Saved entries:
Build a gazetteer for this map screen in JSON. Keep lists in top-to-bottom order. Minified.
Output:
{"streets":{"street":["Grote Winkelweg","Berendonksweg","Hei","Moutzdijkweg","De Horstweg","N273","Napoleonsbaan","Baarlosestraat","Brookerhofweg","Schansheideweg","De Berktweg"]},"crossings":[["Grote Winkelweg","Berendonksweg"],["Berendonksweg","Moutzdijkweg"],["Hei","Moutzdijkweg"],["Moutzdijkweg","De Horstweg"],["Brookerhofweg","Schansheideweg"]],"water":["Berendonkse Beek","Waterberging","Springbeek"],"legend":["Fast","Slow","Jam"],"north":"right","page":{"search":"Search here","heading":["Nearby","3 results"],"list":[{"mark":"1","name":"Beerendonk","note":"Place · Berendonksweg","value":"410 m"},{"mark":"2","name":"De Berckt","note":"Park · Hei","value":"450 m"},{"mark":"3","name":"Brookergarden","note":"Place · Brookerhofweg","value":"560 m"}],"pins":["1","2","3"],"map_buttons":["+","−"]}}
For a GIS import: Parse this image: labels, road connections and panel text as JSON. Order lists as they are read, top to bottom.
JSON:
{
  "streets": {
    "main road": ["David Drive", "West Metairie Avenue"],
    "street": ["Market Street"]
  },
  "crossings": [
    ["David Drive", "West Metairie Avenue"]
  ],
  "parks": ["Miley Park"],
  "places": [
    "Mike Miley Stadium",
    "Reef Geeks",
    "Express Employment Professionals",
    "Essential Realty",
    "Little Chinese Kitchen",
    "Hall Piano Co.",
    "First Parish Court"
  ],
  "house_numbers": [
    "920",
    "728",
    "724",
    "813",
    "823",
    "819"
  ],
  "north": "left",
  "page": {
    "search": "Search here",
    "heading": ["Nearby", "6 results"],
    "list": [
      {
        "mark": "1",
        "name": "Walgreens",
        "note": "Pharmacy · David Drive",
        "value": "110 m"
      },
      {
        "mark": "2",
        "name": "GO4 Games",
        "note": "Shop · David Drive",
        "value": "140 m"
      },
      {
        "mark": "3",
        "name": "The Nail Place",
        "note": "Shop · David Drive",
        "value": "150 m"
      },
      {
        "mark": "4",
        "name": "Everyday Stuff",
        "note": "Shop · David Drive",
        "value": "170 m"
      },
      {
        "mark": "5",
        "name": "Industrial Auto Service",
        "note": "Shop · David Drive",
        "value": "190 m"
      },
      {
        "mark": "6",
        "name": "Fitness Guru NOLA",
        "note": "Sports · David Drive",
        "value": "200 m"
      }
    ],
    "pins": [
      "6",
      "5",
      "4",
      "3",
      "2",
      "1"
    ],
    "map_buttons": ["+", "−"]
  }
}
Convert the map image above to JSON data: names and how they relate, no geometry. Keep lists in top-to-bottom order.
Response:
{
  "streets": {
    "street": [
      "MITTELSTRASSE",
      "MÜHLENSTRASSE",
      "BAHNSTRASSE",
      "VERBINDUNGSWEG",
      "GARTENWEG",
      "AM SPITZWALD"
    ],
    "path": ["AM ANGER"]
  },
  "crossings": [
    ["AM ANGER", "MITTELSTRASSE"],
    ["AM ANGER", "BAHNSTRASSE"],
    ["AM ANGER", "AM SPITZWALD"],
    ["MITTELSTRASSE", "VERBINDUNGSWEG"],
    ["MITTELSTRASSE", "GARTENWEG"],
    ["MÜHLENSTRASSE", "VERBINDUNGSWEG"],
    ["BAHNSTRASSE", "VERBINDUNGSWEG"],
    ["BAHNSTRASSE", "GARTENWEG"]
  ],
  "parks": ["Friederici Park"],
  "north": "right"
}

What this task involves: Return the data above in full. Keep every line exactly as it is.

Output for this task:
Build a gazetteer for this map screen in JSON. Keep lists in top-to-bottom order. Minified.
Output:
{"streets":{"street":["Grote Winkelweg","Berendonksweg","Hei","Moutzdijkweg","De Horstweg","N273","Napoleonsbaan","Baarlosestraat","Brookerhofweg","Schansheideweg","De Berktweg"]},"crossings":[["Grote Winkelweg","Berendonksweg"],["Berendonksweg","Moutzdijkweg"],["Hei","Moutzdijkweg"],["Moutzdijkweg","De Horstweg"],["Brookerhofweg","Schansheideweg"]],"water":["Berendonkse Beek","Waterberging","Springbeek"],"legend":["Fast","Slow","Jam"],"north":"right","page":{"search":"Search here","heading":["Nearby","3 results"],"list":[{"mark":"1","name":"Beerendonk","note":"Place · Berendonksweg","value":"410 m"},{"mark":"2","name":"De Berckt","note":"Park · Hei","value":"450 m"},{"mark":"3","name":"Brookergarden","note":"Place · Brookerhofweg","value":"560 m"}],"pins":["1","2","3"],"map_buttons":["+","−"]}}
For a GIS import: Parse this image: labels, road connections and panel text as JSON. Order lists as they are read, top to bottom.
JSON:
{
  "streets": {
    "main road": ["David Drive", "West Metairie Avenue"],
    "street": ["Market Street"]
  },
  "crossings": [
    ["David Drive", "West Metairie Avenue"]
  ],
  "parks": ["Miley Park"],
  "places": [
    "Mike Miley Stadium",
    "Reef Geeks",
    "Express Employment Professionals",
    "Essential Realty",
    "Little Chinese Kitchen",
    "Hall Piano Co.",
    "First Parish Court"
  ],
  "house_numbers": [
    "920",
    "728",
    "724",
    "813",
    "823",
    "819"
  ],
  "north": "left",
  "page": {
    "search": "Search here",
    "heading": ["Nearby", "6 results"],
    "list": [
      {
        "mark": "1",
        "name": "Walgreens",
        "note": "Pharmacy · David Drive",
        "value": "110 m"
      },
      {
        "mark": "2",
        "name": "GO4 Games",
        "note": "Shop · David Drive",
        "value": "140 m"
      },
      {
        "mark": "3",
        "name": "The Nail Place",
        "note": "Shop · David Drive",
        "value": "150 m"
      },
      {
        "mark": "4",
        "name": "Everyday Stuff",
        "note": "Shop · David Drive",
        "value": "170 m"
      },
      {
        "mark": "5",
        "name": "Industrial Auto Service",
        "note": "Shop · David Drive",
        "value": "190 m"
      },
      {
        "mark": "6",
        "name": "Fitness Guru NOLA",
        "note": "Sports · David Drive",
        "value": "200 m"
      }
    ],
    "pins": [
      "6",
      "5",
      "4",
      "3",
      "2",
      "1"
    ],
    "map_buttons": ["+", "−"]
  }
}
Convert the map image above to JSON data: names and how they relate, no geometry. Keep lists in top-to-bottom order.
Response:
{
  "streets": {
    "street": [
      "MITTELSTRASSE",
      "MÜHLENSTRASSE",
      "BAHNSTRASSE",
      "VERBINDUNGSWEG",
      "GARTENWEG",
      "AM SPITZWALD"
    ],
    "path": ["AM ANGER"]
  },
  "crossings": [
    ["AM ANGER", "MITTELSTRASSE"],
    ["AM ANGER", "BAHNSTRASSE"],
    ["AM ANGER", "AM SPITZWALD"],
    ["MITTELSTRASSE", "VERBINDUNGSWEG"],
    ["MITTELSTRASSE", "GARTENWEG"],
    ["MÜHLENSTRASSE", "VERBINDUNGSWEG"],
    ["BAHNSTRASSE", "VERBINDUNGSWEG"],
    ["BAHNSTRASSE", "GARTENWEG"]
  ],
  "parks": ["Friederici Park"],
  "north": "right"
}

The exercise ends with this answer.